第II部 わが国の防衛政策の基本と防衛力整備 

(解説)次期輸送機(XC-2)初フライト

 10(平成22)年1月26日、次期輸送機(XC-2)試作機1号機が、航空自衛隊岐阜基地にて初飛行を行った。試験結果は良好であり、3月30日をもって製造会社である川崎重工業(株)から防衛省に納入された。
 「大積載量」「長航続距離」「高速巡航」のコンセプトのもとに開発されたXC-2は、日本が自主開発する機体としては過去最大、現有C-1輸送機に続く2番目の国産輸送機である。

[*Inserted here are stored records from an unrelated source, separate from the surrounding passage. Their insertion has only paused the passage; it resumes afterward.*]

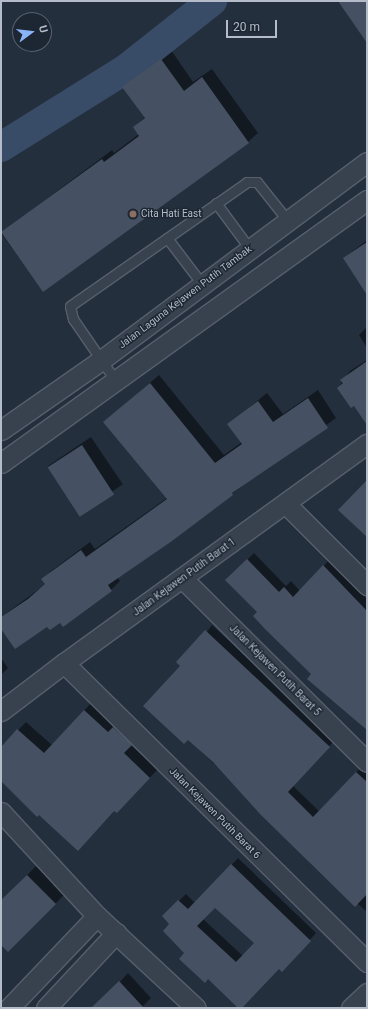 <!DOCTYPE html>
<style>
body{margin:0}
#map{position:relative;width:368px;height:1009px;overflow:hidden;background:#242f3e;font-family:Roboto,sans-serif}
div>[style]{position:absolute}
.shadow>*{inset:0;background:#0007;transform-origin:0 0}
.river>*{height:30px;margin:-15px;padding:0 15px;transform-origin:15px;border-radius:15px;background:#394c67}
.building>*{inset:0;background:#455162;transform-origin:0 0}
.roads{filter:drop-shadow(1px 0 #565f6c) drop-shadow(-1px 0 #565f6c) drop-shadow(0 1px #565f6c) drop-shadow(0 -1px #565f6c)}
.service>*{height:9px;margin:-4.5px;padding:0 4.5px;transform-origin:4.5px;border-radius:4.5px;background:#38414e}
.minor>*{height:19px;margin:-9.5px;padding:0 9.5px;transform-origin:9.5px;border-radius:9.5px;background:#38414e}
.dots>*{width:11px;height:11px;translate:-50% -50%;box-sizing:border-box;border:2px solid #1d2633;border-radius:50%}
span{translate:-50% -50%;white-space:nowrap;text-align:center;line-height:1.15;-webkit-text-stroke:3px #1d2633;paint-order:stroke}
.poi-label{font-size:10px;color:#b4bcc9}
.left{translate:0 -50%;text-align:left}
.street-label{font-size:10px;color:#b4bcc9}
.frame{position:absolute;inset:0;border:2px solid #b4bcc9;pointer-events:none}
.north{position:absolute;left:12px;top:12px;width:40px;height:40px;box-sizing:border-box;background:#1d2633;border:1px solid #59626f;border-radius:50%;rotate:75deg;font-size:11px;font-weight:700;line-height:16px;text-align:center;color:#b4bcc9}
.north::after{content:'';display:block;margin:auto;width:14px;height:18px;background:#8ab4f8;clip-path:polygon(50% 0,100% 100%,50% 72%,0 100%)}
.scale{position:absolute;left:226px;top:20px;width:51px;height:18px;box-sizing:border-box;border:2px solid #b4bcc9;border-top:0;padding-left:5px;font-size:12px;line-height:14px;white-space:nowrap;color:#b4bcc9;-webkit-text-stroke:3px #1d2633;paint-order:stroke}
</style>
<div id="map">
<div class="shadow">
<i style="clip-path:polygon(171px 50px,193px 82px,212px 69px,258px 133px,248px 142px,43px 291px,1px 233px,112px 150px,114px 153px,139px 134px,134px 127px,145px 117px,124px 87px)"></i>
<i style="clip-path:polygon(367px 240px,367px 293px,344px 258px)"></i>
<i style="clip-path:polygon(367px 327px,367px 348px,359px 335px)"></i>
<i style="clip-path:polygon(367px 360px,367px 420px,338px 388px,350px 371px)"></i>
<i style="clip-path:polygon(159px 375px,224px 455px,242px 442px,229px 424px,267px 393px,283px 414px,318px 390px,336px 418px,117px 577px,120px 581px,111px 590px,63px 626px,60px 621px,48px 626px,1px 627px,1px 617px,46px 584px,43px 579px,51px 571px,90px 542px,95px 549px,167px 498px,105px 422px)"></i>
<i style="left:91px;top:437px;width:57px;height:52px;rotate:56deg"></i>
<i style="clip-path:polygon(254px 553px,286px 586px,291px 581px,300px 591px,330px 559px,367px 599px,367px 729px,308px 679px,312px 674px,259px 612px,227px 580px)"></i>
<i style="clip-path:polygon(212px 625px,335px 740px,293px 786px,320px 812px,362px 766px,367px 771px,367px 912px,357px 903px,355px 905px,315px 868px,242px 790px,188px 739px,182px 665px)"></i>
<i style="clip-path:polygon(1px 658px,8px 668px,1px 675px)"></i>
<i style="clip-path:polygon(92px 702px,139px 736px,131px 745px,158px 769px,125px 804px,115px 810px,1px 780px,1px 748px,26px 722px,52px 745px)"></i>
<i style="clip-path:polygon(evenodd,238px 858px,316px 933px,288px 964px,279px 968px,241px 1008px,186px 953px,171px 924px,163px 916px,186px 894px,195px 903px,238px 858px,215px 907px,255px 943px,243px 956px,203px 919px,215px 907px)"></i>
<i style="clip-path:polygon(36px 866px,64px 895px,8px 951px,1px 943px,1px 902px)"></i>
<i style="clip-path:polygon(128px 973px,151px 998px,141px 1008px,96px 1008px)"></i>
</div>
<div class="river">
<i style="left:1px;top:147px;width:147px;rotate:-32deg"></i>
<i style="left:126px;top:69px;width:110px;rotate:-38.3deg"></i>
</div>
<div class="building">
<i style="clip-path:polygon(338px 1px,367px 1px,367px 43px)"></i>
<i style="clip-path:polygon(161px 59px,184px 91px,202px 77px,249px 143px,43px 292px,1px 232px,102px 159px,104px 162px,139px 136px,133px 127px,145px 118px,122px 87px)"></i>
<i style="clip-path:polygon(367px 242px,367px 295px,343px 258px)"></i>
<i style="clip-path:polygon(367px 361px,367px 425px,354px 406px,351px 408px,337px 388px,343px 383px,340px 380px)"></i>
<i style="clip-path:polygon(150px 383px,215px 463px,242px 444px,227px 424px,258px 401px,273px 422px,308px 398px,328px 428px,232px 493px,233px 495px,172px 541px,108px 585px,112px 591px,63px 627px,60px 623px,50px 630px,47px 627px,15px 649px,1px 629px,1px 617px,28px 599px,45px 584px,41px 579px,81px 550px,86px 557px,167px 499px,103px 422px)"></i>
<i style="left:82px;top:445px;width:59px;height:41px;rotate:57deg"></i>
<i style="clip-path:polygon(367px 480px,367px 537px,338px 510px)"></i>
<i style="clip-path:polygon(247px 559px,279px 592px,284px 587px,293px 597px,323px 565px,367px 611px,367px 730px,307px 679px,311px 674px,265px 629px,253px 616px,257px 612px,225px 580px)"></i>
<i style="clip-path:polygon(205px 630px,330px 747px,288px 792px,313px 817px,356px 772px,367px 782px,367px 894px,355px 907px,260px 814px,213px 762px,188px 740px,184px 744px,143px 706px,180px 666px,176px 662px)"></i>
<i style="clip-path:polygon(84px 710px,108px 732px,113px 727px,132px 745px,124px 753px,150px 778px,117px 813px,114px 811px,78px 851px,39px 815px,37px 817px,1px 781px,1px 747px,17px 729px,44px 753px)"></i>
<i style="clip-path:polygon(evenodd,231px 864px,311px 941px,282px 972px,279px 969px,242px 1008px,238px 1008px,208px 979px,205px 983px,179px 959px,184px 953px,163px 931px,169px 924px,162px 916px,178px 900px,188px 909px,231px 864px,215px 908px,254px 943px,236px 962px,197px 926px,215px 908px)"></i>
<i style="clip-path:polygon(27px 875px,56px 904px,8px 952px,1px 945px,1px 900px)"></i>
<i style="clip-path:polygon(119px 981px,144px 1008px,91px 1008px)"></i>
</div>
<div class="roads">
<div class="service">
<i style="left:216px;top:203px;width:57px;rotate:53.5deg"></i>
<i style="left:167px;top:238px;width:58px;rotate:52.7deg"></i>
<i style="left:115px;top:380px;width:74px;rotate:-124.5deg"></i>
<i style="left:73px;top:319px;width:13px;rotate:-103deg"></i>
<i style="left:70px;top:306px;width:216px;rotate:-35deg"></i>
<i style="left:247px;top:182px;width:10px"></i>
<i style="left:257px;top:182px;width:50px;rotate:51.5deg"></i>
</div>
<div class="minor">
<i style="left:1px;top:430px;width:121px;rotate:-34.9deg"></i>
<i style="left:100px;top:361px;width:333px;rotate:-36.7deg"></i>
<i style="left:1px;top:463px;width:451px;rotate:-35.7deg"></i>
<i style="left:286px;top:504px;width:115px;rotate:45deg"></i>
<i style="left:182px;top:578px;width:261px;rotate:44.8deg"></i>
<i style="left:64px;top:663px;width:426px;rotate:44.6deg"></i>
<i style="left:1px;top:711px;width:79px;rotate:-37.3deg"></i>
<i style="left:64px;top:663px;width:374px;rotate:-35.9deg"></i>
<i style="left:1px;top:812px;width:142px;rotate:47.3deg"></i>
<i style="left:97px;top:916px;width:135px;rotate:42.9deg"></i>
<i style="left:9px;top:1008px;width:127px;rotate:-46.3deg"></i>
<i style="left:46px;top:1008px;width:103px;rotate:-47deg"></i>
<i style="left:351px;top:1008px;width:22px;rotate:-43deg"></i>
</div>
</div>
<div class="dots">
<i style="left:133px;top:214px;background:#8d6e63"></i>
</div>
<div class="poi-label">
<span class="left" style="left:141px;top:214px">Cita Hati East</span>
</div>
<div class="street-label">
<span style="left:185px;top:297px;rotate:-37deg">Jalan Laguna Kejawen Putih Tambak</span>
<span style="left:184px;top:577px;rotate:-36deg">Jalan Kejawen Putih Barat 1</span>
<span style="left:275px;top:670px;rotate:45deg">Jalan Kejawen Putih Barat 5</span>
<span style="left:215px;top:813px;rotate:45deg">Jalan Kejawen Putih Barat 6</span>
</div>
<div class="frame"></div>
<div class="north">U</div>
<div class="scale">20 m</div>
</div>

 航続距離は、C-1は約1,700km(有効積載量2.6t搭載時)、C-130Hは約4,000km(5.0t搭載時)なのに対し、XC-2は約6,500km(12.0t搭載時)となっており、本機導入により、航空自衛隊の航空輸送能力が大幅に拡充されることとなる。(図表II-2-2-4参照)
 航空自衛隊が保有する輸送機の積載量について例をあげて比較すると、C-1では一般のRV車、C-130Hでは中型トラック程度が従来の運搬可能な車両であったが、XC-2ではタンクローリーのような大型トレーラーの輸送が可能となる。XC-2を部隊展開に用いたなら、ペトリオット部隊の空輸も可能である。
 航続距離と積載量の拡充は、一つの輸送任務を成し遂げるためのフライト回数や所要時間、使用機数の効率化につながり、航空自衛隊の輸送能力を向上させるものである。
 XC-2は平成25年度末頃の開発終了を見込んでおり、運用が開始されれば、有事における航空輸送任務のほか、災害派遣や国際平和協力活動などの平時における航空輸送任務に従事し、世界の空に羽ばたくこととなる。